## Records from a dataset

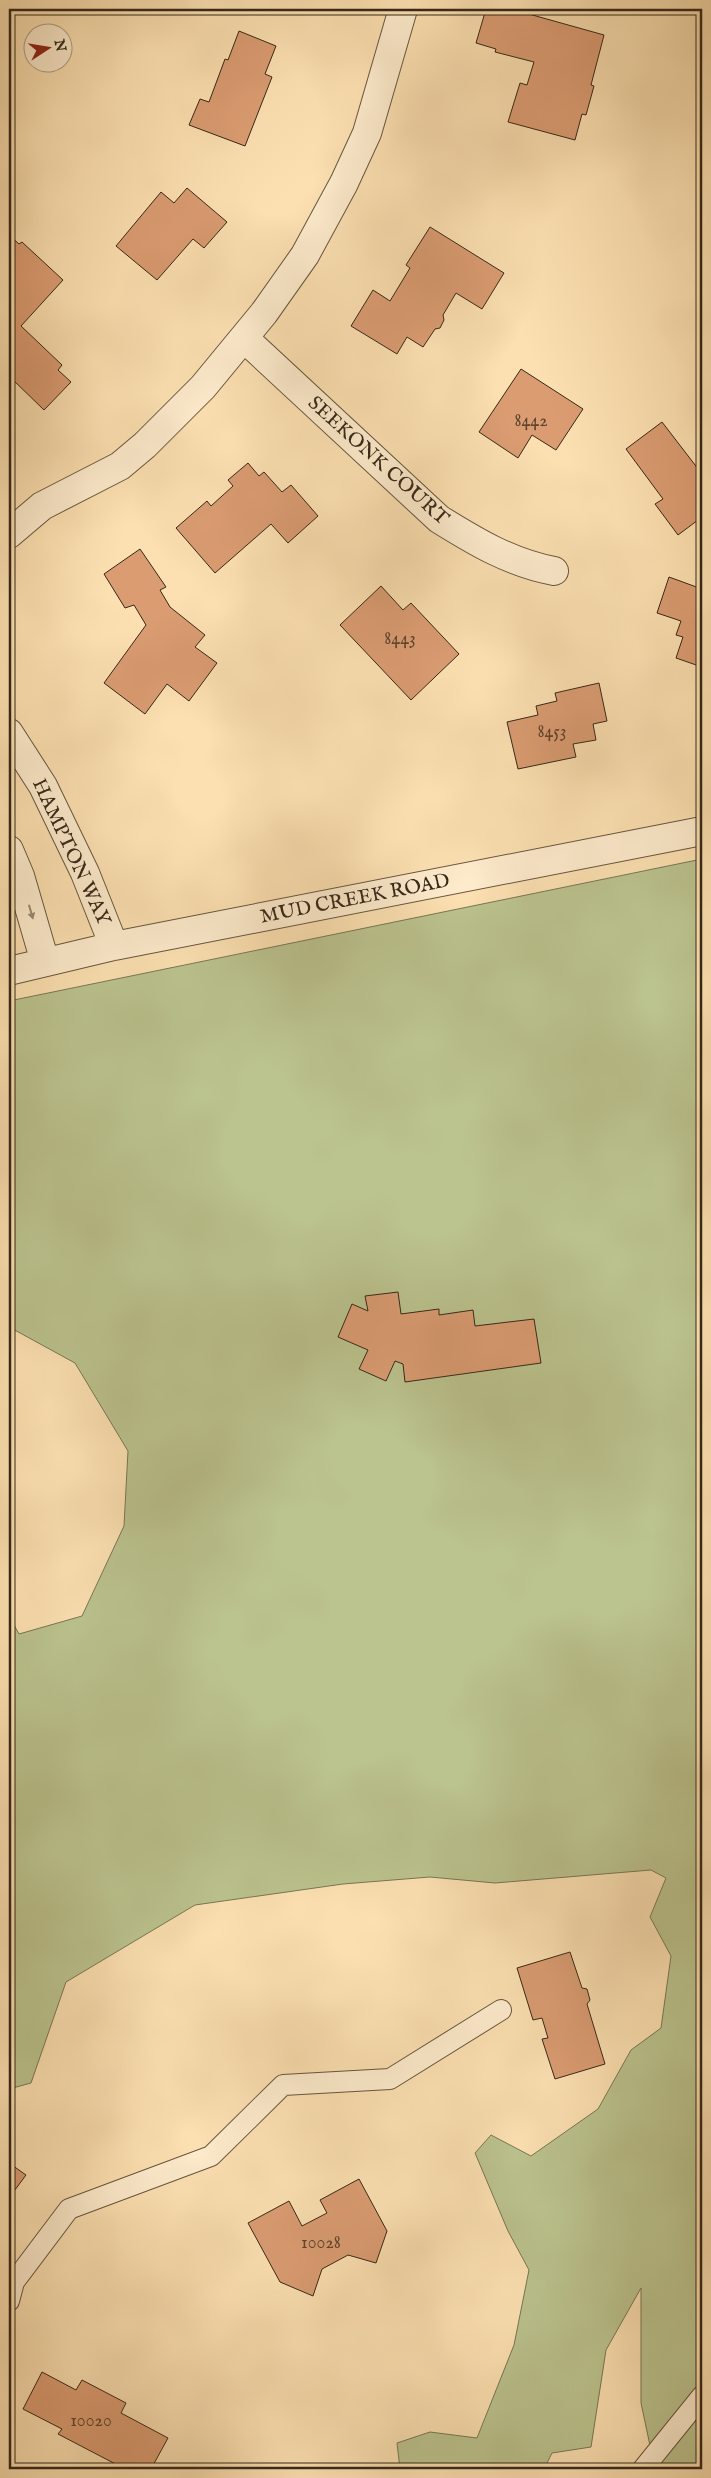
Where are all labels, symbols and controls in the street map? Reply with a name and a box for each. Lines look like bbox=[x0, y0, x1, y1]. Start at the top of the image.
north arrow bbox=[22, 22, 72, 72]
text: N bbox=[49, 37, 70, 53]
street label: SEEKONK COURT bbox=[302, 391, 454, 531]
house number: 8442 bbox=[514, 410, 548, 433]
house number: 8443 bbox=[384, 628, 416, 651]
house number: 8453 bbox=[537, 721, 567, 744]
street label: HAMPTON WAY bbox=[26, 775, 116, 931]
street label: MUD CREEK ROAD bbox=[258, 868, 452, 930]
one-way arrow bbox=[27, 905, 35, 920]
house number: 10028 bbox=[301, 2232, 341, 2255]
house number: 10020 bbox=[70, 2410, 112, 2433]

## DIRECTIONS FOR THIS TASK
Type out all of the records exactly, leaving out any picture.

## WRITTEN SOLUTION
Where are all labels, symbols and controls in the street map? Reply with a name and a box for each. Lines look like bbox=[x0, y0, x1, y1]. Start at the top of the image.
north arrow bbox=[22, 22, 72, 72]
text: N bbox=[49, 37, 70, 53]
street label: SEEKONK COURT bbox=[302, 391, 454, 531]
house number: 8442 bbox=[514, 410, 548, 433]
house number: 8443 bbox=[384, 628, 416, 651]
house number: 8453 bbox=[537, 721, 567, 744]
street label: HAMPTON WAY bbox=[26, 775, 116, 931]
street label: MUD CREEK ROAD bbox=[258, 868, 452, 930]
one-way arrow bbox=[27, 905, 35, 920]
house number: 10028 bbox=[301, 2232, 341, 2255]
house number: 10020 bbox=[70, 2410, 112, 2433]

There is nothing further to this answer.